- TASK BRIEF
Could you retype, exactly as written, every line from the top of the records through the line that contains "[286,885,334,886,323,893,289,898,282,893]"?

- RECORDS SHOWN

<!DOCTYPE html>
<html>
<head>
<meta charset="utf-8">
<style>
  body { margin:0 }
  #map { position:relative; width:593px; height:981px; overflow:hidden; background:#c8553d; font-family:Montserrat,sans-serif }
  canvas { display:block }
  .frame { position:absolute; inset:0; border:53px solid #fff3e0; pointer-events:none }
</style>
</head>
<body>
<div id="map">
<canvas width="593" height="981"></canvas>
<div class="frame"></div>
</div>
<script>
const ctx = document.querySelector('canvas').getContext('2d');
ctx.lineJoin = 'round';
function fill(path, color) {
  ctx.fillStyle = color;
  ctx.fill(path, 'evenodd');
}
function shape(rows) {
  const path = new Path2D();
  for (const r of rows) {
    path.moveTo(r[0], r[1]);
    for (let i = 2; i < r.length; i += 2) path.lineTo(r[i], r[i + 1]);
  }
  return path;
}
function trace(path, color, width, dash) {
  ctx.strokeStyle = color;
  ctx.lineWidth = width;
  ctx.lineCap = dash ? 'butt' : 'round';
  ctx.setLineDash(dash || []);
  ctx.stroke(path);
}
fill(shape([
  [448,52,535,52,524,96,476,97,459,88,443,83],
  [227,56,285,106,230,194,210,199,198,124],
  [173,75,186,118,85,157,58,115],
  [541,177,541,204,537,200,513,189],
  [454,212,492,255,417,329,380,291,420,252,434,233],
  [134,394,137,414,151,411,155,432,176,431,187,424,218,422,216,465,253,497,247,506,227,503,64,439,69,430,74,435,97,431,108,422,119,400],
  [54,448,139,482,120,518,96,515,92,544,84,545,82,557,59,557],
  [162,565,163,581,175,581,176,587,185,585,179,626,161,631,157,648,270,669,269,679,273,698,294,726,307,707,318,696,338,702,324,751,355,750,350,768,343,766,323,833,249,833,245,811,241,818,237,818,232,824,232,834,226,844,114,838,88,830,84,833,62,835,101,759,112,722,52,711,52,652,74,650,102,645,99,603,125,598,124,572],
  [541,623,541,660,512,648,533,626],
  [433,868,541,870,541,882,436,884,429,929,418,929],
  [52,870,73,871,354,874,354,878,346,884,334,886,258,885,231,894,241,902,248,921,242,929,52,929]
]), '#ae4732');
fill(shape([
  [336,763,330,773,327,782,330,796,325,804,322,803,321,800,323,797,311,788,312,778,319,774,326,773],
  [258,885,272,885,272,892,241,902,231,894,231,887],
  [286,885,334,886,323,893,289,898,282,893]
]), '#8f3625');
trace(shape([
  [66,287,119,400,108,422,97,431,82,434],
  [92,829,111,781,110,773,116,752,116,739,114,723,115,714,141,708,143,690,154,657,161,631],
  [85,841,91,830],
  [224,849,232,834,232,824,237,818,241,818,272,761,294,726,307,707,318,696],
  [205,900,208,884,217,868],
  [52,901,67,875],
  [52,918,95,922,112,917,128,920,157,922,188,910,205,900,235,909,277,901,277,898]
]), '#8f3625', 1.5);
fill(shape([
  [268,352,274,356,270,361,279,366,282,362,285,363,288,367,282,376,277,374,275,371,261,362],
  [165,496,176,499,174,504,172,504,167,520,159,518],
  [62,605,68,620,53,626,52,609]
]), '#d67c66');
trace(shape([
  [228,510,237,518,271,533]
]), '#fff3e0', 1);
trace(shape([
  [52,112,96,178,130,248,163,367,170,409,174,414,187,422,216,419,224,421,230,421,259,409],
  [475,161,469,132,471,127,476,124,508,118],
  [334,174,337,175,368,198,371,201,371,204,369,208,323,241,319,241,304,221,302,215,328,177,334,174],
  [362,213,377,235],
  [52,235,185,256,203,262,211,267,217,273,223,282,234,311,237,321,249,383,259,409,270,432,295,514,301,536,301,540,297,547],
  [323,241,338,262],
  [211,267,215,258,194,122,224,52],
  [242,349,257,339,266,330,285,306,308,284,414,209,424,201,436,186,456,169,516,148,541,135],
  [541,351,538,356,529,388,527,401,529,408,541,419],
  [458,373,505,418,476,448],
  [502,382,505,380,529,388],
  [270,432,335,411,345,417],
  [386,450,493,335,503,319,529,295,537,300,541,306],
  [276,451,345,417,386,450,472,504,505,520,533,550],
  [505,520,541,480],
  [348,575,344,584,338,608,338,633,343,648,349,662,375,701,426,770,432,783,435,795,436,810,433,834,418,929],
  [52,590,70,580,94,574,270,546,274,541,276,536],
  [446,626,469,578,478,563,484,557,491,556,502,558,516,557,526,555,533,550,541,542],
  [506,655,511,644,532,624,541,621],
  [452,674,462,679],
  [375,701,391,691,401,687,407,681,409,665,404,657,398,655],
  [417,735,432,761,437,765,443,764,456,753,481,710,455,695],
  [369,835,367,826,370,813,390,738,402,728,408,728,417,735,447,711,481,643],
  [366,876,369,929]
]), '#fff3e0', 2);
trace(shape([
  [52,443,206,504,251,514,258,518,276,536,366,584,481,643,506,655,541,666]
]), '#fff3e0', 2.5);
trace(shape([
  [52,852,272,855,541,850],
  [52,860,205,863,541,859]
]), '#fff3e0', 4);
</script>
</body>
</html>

- OUTPUT OF THE TASK
<!DOCTYPE html>
<html>
<head>
<meta charset="utf-8">
<style>
  body { margin:0 }
  #map { position:relative; width:593px; height:981px; overflow:hidden; background:#c8553d; font-family:Montserrat,sans-serif }
  canvas { display:block }
  .frame { position:absolute; inset:0; border:53px solid #fff3e0; pointer-events:none }
</style>
</head>
<body>
<div id="map">
<canvas width="593" height="981"></canvas>
<div class="frame"></div>
</div>
<script>
const ctx = document.querySelector('canvas').getContext('2d');
ctx.lineJoin = 'round';
function fill(path, color) {
  ctx.fillStyle = color;
  ctx.fill(path, 'evenodd');
}
function shape(rows) {
  const path = new Path2D();
  for (const r of rows) {
    path.moveTo(r[0], r[1]);
    for (let i = 2; i < r.length; i += 2) path.lineTo(r[i], r[i + 1]);
  }
  return path;
}
function trace(path, color, width, dash) {
  ctx.strokeStyle = color;
  ctx.lineWidth = width;
  ctx.lineCap = dash ? 'butt' : 'round';
  ctx.setLineDash(dash || []);
  ctx.stroke(path);
}
fill(shape([
  [448,52,535,52,524,96,476,97,459,88,443,83],
  [227,56,285,106,230,194,210,199,198,124],
  [173,75,186,118,85,157,58,115],
  [541,177,541,204,537,200,513,189],
  [454,212,492,255,417,329,380,291,420,252,434,233],
  [134,394,137,414,151,411,155,432,176,431,187,424,218,422,216,465,253,497,247,506,227,503,64,439,69,430,74,435,97,431,108,422,119,400],
  [54,448,139,482,120,518,96,515,92,544,84,545,82,557,59,557],
  [162,565,163,581,175,581,176,587,185,585,179,626,161,631,157,648,270,669,269,679,273,698,294,726,307,707,318,696,338,702,324,751,355,750,350,768,343,766,323,833,249,833,245,811,241,818,237,818,232,824,232,834,226,844,114,838,88,830,84,833,62,835,101,759,112,722,52,711,52,652,74,650,102,645,99,603,125,598,124,572],
  [541,623,541,660,512,648,533,626],
  [433,868,541,870,541,882,436,884,429,929,418,929],
  [52,870,73,871,354,874,354,878,346,884,334,886,258,885,231,894,241,902,248,921,242,929,52,929]
]), '#ae4732');
fill(shape([
  [336,763,330,773,327,782,330,796,325,804,322,803,321,800,323,797,311,788,312,778,319,774,326,773],
  [258,885,272,885,272,892,241,902,231,894,231,887],
  [286,885,334,886,323,893,289,898,282,893]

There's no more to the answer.